= Task goal =
Of all the lines in the entries below, give again exactly those starting at the line containing "M885,130L922,89L1008,0" and ending at the line containing "M1032,78L1047,63", both ends included, and no others.
- - -
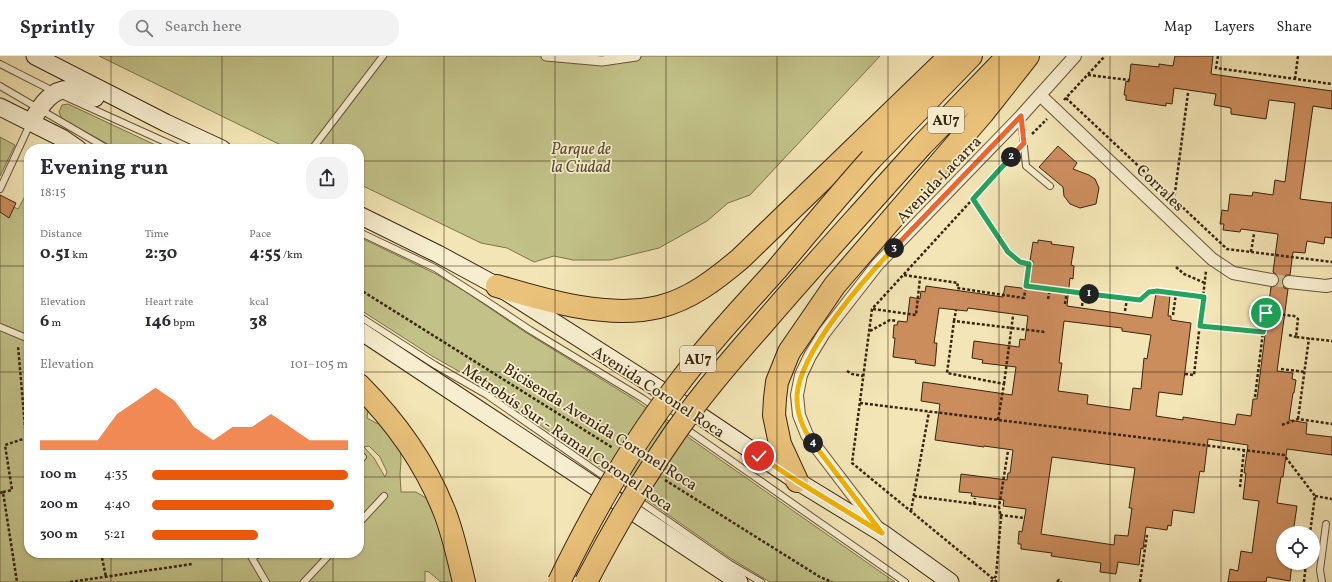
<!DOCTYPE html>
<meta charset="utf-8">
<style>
body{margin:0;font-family:Vollkorn,serif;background:#f2f2f3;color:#2b2b33;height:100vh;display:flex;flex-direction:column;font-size:15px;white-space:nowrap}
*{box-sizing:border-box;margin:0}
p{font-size:13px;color:#7c7c81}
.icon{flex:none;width:22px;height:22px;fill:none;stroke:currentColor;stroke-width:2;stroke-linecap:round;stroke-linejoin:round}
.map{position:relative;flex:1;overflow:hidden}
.panel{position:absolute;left:24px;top:88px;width:340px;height:414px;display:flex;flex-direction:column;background:#fff;border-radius:16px;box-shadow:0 1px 3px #0004}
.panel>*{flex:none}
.controls{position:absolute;left:1276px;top:470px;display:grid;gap:8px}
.controls a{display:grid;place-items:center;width:44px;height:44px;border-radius:50%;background:#fff;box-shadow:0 1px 3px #0004;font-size:20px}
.pin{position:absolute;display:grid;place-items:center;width:34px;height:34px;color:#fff;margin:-17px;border:2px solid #fff;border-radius:50%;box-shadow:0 1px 4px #0007}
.km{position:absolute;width:20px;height:20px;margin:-10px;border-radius:50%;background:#222;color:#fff;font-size:11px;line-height:20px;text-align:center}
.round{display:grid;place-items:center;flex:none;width:42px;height:42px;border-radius:16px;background:#f2f2f3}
.summary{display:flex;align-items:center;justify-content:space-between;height:68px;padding:0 16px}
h1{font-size:22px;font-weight:700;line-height:30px}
.metrics{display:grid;grid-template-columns:repeat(3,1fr);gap:6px;height:68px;padding:4px 16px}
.metrics div{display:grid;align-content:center}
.metrics b{font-size:17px;font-weight:700}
.metrics small{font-size:11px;font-weight:400}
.metrics p{font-size:11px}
.chart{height:112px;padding:8px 16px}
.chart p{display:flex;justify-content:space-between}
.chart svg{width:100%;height:72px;margin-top:4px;fill:#ea580c;opacity:.7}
ul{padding:0 16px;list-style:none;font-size:13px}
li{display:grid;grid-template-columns:64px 48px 1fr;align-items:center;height:30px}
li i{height:10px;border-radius:5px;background:#ea580c}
header{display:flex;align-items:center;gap:24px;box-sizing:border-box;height:56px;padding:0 20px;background:#fff;border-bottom:1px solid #e1e1e2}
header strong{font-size:19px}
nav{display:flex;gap:22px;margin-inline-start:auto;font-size:14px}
.search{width:280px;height:36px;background:#f2f2f3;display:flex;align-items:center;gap:10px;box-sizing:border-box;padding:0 14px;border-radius:16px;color:#7c7c81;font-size:15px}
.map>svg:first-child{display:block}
</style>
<header>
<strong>Sprintly</strong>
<div class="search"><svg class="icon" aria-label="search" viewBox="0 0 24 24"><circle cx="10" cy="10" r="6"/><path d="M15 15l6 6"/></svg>Search here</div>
<nav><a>Map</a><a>Layers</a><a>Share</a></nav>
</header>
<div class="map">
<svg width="1332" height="526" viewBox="0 0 1332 526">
<rect width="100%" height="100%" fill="#f3e5b5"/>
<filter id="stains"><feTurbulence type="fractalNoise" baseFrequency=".005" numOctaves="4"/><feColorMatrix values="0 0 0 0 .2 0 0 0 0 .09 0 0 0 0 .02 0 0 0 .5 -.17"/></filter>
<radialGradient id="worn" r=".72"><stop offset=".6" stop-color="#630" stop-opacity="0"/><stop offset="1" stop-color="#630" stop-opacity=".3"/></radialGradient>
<!-- green -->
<path fill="#c2c288" stroke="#7d744c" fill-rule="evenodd" d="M99,0H880L750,139L728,147L707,165L659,192L610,204H573L554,200L534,206L507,192L481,187L359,128V93H289Z
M68,48L164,93H117L62,63L59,56L62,49Z
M0,81L15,89L0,120Z
M29,133V497H359V338L369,347L367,362L376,367L391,371L400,385L401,405L400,418L401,436H416L431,445L456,526H441L429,516L425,515V526H0V145L18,153ZM369,390L380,401L387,416L385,421L374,402L364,391Z
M359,181L436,218L466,236L525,276L635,344L895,526H770L730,502L483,329L432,300L359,253Z"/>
<!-- building -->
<path fill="#cc8d5d" stroke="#38250f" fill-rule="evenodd" d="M1175,0H1213L1211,18L1332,35V53L1313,50L1300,143L1332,147V182L1325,181L1324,188L1307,185L1305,197L1293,196L1290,219H1286L1282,226L1284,232L1288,233L1277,315L1293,317L1292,323L1296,324L1294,337H1293L1289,364L1307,367L1306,378L1332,381V399L1287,393L1283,421H1281L1277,447L1297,450L1293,477H1283V507H1292L1290,525L1267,521L1266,526H1228L1230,513L1238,515L1241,495L1252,497L1259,445L1243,443L1246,417H1244L1248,389L1208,383L1204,416L1200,415L1199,420L1194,457L1173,454L1171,470L1168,469L1167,474L1146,471L1143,493L1141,492L1139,509L1118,506L1116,518L1100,516L1101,507L1051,500L1052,497L1021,493V488H1018L1019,475L1022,476L1026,453L1003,450L1004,444L971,440L972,437L959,436L961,418L1007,424L1008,417H1010L1013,394L984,390V391L935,384L940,348L921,345L923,326L1012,339L1016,311L982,307L983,304L972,302L974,285L1019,291L1020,283L1025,284L1028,260L968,252L967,255L939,252L934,287H937L935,310L915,307L916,304L893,301L895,282H893L894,269H897L898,265L907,266L910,241L920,243L921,235L925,236L926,230L1003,241L1005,230L1029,233L1033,205H1030L1033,186L1038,187V184L1052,186L1051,188L1074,191L1071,209L1074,210L1073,223L1070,222L1067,250L1152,262L1156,237L1170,239L1168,260H1171V264L1191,267L1182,339L1159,336L1156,360L1183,364V361L1235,369L1237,358L1251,360L1253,343H1257L1271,231L1277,229L1279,225L1277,219L1273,216L1278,178L1241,173L1240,176L1223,174L1224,168H1220L1222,154L1228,155L1230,138L1252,140L1253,136L1273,139L1275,124L1285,126L1295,47L1269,44L1266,63L1231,58V52L1214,49L1216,38L1174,32L1172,48L1166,47V50L1126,44V39H1124L1126,25L1129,26L1131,8L1159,11V8L1173,10ZM1064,265L1122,272V275L1151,279L1147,303L1144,302L1141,333L1133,332L1130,354L1087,348L1088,339L1058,335L1062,307H1059ZM1052,401L1135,412L1129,452H1132L1128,480L1115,479L1114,489L1041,478Z
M1058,90L1077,107L1073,113L1089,119L1095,123L1099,132L1096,148L1080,152L1070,148L1064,140L1063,131L1039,111Z
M0,139L16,147L9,162L0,156Z"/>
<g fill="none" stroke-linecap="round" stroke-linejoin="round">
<!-- minor-tunnel -->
<path stroke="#cebf94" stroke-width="12" stroke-dasharray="12 6" stroke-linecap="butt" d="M1272,224L1289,226"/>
<defs>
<path id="service" d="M0,8L55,36L181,93
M0,30L108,93
M1021,61L1026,110L1050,130
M312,93L383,0
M0,133L30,68
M359,176L435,212L488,246L530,274L642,342L905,526
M359,260L435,309L487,339L730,508L761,526
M0,271L29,283
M359,405L363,401
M359,467L384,440
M249,497L266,526
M252,502L260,497
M304,526L331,497
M1322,526L1320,514L1326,468"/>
<path id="pedestrian" d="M546,0L602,5L636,0"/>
<path id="minor" d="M1040,39L1212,203L1233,217L1272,224
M1289,226L1326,230L1332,229
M878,472L807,379L799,359L797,339L801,319L810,300L824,277L877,209L1021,60L1075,0"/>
<path id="secondary" d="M35,0L166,67L222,93
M0,51L62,82L78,93
M31,67C40,50 53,29 75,34C82,35 89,39 95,42
M359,159L438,198L497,230L684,349L797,425L882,477L950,526
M359,274L739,526"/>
<path id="motorway" d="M871,103L971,0
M885,130L922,89L1008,0
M497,230C547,245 608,263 659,251C691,243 716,223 740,203L950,0
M359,329C395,365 424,405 443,452C453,475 458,502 464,526
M797,425L780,388L774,359L775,342L777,326L789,296L835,229L983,57L1028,0"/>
</defs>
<!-- service casing -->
<use href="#service" stroke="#675538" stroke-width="8"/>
<!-- pedestrian casing -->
<use href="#pedestrian" stroke="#675538" stroke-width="11"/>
<!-- minor casing -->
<use href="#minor" stroke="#675538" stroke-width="14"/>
<!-- secondary casing -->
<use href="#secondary" stroke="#38250f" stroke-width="19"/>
<!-- motorway casing -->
<use href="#motorway" stroke="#38250f" stroke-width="24"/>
<!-- path -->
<path stroke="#38250f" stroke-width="2.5" stroke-dasharray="3 2" stroke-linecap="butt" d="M1218,0L1216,12L1332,28
M1088,19L1129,24
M1295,23L1298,0
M1066,42L1227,193L1332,206
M1064,44L1105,0
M1032,78L1047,63
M118,90L123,93
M1174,144L1188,37
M1251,196L1254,178
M1176,211L1184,218L1205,227
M904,219L958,227L957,232L1024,242L1029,208L1020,206L1007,196L973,143
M1026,230L1139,244L1149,236L1153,237L1157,235L1204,241
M359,233L613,392
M1048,243L1050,233
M1065,248L1067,235
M1082,250L1084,237
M873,253L916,259L920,222
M1125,255L1127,243
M1173,259L1176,237
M954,265L956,254
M1200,270L1263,276L1265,257L1294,260L1298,263L1296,281L1332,285
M870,275L890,264L896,265
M1289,279L1296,281
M1281,313L1305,316
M847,315L852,318L863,320
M1185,318L1194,319L1206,215
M1004,328L1013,260
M1255,341L1263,276
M860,347L1284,399L1315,440L1310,477
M1298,363L1309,282
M998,364L1004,328L947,317L954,265L1045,276
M1282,369L1298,363L1332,368
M26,382L29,392
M665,424L820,521L832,526
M1240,431L1244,395
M3,436L12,434L5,389L26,382L18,290
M0,437L3,436L17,526
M914,440L999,451
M1315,440L1332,443
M974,448L975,442
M911,455L929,356
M1000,459L1024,462
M101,497L106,521
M70,526L192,508
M991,526L996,520L1001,462L999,451L1008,395
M997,526L852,407L872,253L1014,98
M1057,526L1059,524L1061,526
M1140,526L1147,479
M1304,526L1306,507"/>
<!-- service -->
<use href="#service" stroke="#f7eecf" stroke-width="6"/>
<!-- pedestrian -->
<use href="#pedestrian" stroke="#f7eecf" stroke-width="9"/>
<!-- minor -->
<use href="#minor" stroke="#f7eecf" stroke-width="12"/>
<!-- secondary -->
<use href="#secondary" stroke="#f7eecf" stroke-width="17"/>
<!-- motorway -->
<use href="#motorway" stroke="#eac27a" stroke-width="22"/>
<defs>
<path id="motorway-bridge" d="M559,526C592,458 629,392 675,332C706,290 742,252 777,213C808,176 839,139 871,103
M586,526C617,466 652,407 692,353C714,324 738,296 762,269C802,222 844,176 885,130"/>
</defs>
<!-- motorway-bridge casing -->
<use href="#motorway-bridge" stroke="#38250f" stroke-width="24" stroke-linecap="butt"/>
<!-- motorway-bridge -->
<use href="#motorway-bridge" stroke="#eac27a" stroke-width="22"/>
</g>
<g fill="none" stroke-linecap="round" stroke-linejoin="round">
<defs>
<path id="split-1" d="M1089,238L1140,244L1149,236L1157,235L1204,241L1200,270L1263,276L1266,257"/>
<path id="split-2" d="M1011,101L973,143L1008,196L1020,206L1029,208L1026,230L1089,238"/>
<path id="split-3" d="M894,192L1021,60L1024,87L1011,101"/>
<path id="split-4" d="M813,387C803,374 796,356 797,339C800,296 864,223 894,192"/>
<path id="split-5" d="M759,400L797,425L882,477L813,387"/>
</defs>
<!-- split-1 casing -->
<use href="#split-1" stroke="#fff" stroke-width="8"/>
<!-- split-2 casing -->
<use href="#split-2" stroke="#fff" stroke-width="8"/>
<!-- split-3 casing -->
<use href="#split-3" stroke="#fff" stroke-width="8"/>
<!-- split-4 casing -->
<use href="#split-4" stroke="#fff" stroke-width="8"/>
<!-- split-5 casing -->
<use href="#split-5" stroke="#fff" stroke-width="8"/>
<!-- split-1 -->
<use href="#split-1" stroke="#22a559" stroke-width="5"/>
<!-- split-2 -->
<use href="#split-2" stroke="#22a559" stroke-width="5"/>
<!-- split-3 -->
<use href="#split-3" stroke="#f0652b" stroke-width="5"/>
<!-- split-4 -->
<use href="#split-4" stroke="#f5b400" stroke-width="5"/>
<!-- split-5 -->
<use href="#split-5" stroke="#f5b400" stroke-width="5"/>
</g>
<!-- grid -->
<path fill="none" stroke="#38250f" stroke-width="1" stroke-opacity="0.55" d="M111,0V93M222,0V93M333,0V93M444,0V526M555,0V526M666,0V526M777,0V526M888,0V526M999,0V526M1110,0V526M1221,0V526M0,105H29M359,105H1332M0,210H29M359,210H1332M0,316H29M359,316H1332M0,421H29M359,421H1332M111,497V526M222,497V526M333,497V526"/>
<g text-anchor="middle" stroke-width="3.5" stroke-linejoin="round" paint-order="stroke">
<!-- shield labels -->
<g fill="#f7eecf" stroke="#716149" stroke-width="1">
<rect x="928" y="51" width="36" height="26" rx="3"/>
<rect x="680" y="290" width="36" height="26" rx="3"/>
</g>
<g font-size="15" font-weight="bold" fill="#38250f">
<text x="946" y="69">AU7</text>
<text x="698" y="308">AU7</text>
</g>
<!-- park labels -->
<g font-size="16" font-style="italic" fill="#5a4c2d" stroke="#f7eecf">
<text x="581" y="98">Parque de<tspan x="581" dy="18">la Ciudad</tspan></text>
</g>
<!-- street labels -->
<g font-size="16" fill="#38250f" stroke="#f7eecf">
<text transform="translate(938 123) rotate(-46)" y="6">Avenida Lacarra</text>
<text transform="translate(1161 131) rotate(44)" y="6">Corrales</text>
<text transform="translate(659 335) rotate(33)" y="6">Avenida Coronel Roca</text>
<text transform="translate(601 370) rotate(32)" y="6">Bicisenda Avenida Coronel Roca</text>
<text transform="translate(568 381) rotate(34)" y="6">Metrobús Sur - Ramal Coronel Roca</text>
</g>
</g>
<rect width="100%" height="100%" filter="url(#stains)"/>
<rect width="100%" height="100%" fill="url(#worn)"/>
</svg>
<div class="controls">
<a><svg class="icon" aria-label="locate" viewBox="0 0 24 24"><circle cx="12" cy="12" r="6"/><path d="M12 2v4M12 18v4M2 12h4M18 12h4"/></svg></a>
</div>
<div class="pin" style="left:1266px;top:257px;background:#1e9e55"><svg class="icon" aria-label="arrive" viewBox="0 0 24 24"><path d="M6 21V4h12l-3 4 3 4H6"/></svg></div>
<div class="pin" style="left:759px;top:400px;background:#d93025"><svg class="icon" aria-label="check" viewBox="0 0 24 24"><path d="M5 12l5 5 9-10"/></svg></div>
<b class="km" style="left:1089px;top:238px">1</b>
<b class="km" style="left:1011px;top:101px">2</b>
<b class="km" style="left:894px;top:192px">3</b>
<b class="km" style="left:813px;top:387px">4</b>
<section class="panel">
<div class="summary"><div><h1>Evening run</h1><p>18:15</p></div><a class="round"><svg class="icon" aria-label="share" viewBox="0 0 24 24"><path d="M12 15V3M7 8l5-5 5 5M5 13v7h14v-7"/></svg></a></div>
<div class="metrics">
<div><p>Distance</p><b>0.51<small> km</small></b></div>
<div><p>Time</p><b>2:30</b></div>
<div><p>Pace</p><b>4:55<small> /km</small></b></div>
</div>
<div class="metrics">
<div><p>Elevation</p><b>6<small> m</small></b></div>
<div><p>Heart rate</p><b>146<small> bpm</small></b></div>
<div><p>kcal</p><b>38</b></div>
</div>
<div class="chart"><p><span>Elevation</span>101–105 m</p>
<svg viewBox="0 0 160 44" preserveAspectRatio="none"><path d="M0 44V38L10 38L20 38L30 38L40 22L50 14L60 6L70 14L80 30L90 38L100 30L110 30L120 22L130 30L140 38L150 38L160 38V44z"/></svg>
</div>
<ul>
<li><b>100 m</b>4:35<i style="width:100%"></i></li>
<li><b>200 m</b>4:40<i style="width:93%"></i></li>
<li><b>300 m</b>5:21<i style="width:54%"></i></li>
</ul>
</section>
</div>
- - -
= Answer space =
M885,130L922,89L1008,0
M497,230C547,245 608,263 659,251C691,243 716,223 740,203L950,0
M359,329C395,365 424,405 443,452C453,475 458,502 464,526
M797,425L780,388L774,359L775,342L777,326L789,296L835,229L983,57L1028,0"/>
</defs>
<!-- service casing -->
<use href="#service" stroke="#675538" stroke-width="8"/>
<!-- pedestrian casing -->
<use href="#pedestrian" stroke="#675538" stroke-width="11"/>
<!-- minor casing -->
<use href="#minor" stroke="#675538" stroke-width="14"/>
<!-- secondary casing -->
<use href="#secondary" stroke="#38250f" stroke-width="19"/>
<!-- motorway casing -->
<use href="#motorway" stroke="#38250f" stroke-width="24"/>
<!-- path -->
<path stroke="#38250f" stroke-width="2.5" stroke-dasharray="3 2" stroke-linecap="butt" d="M1218,0L1216,12L1332,28
M1088,19L1129,24
M1295,23L1298,0
M1066,42L1227,193L1332,206
M1064,44L1105,0
M1032,78L1047,63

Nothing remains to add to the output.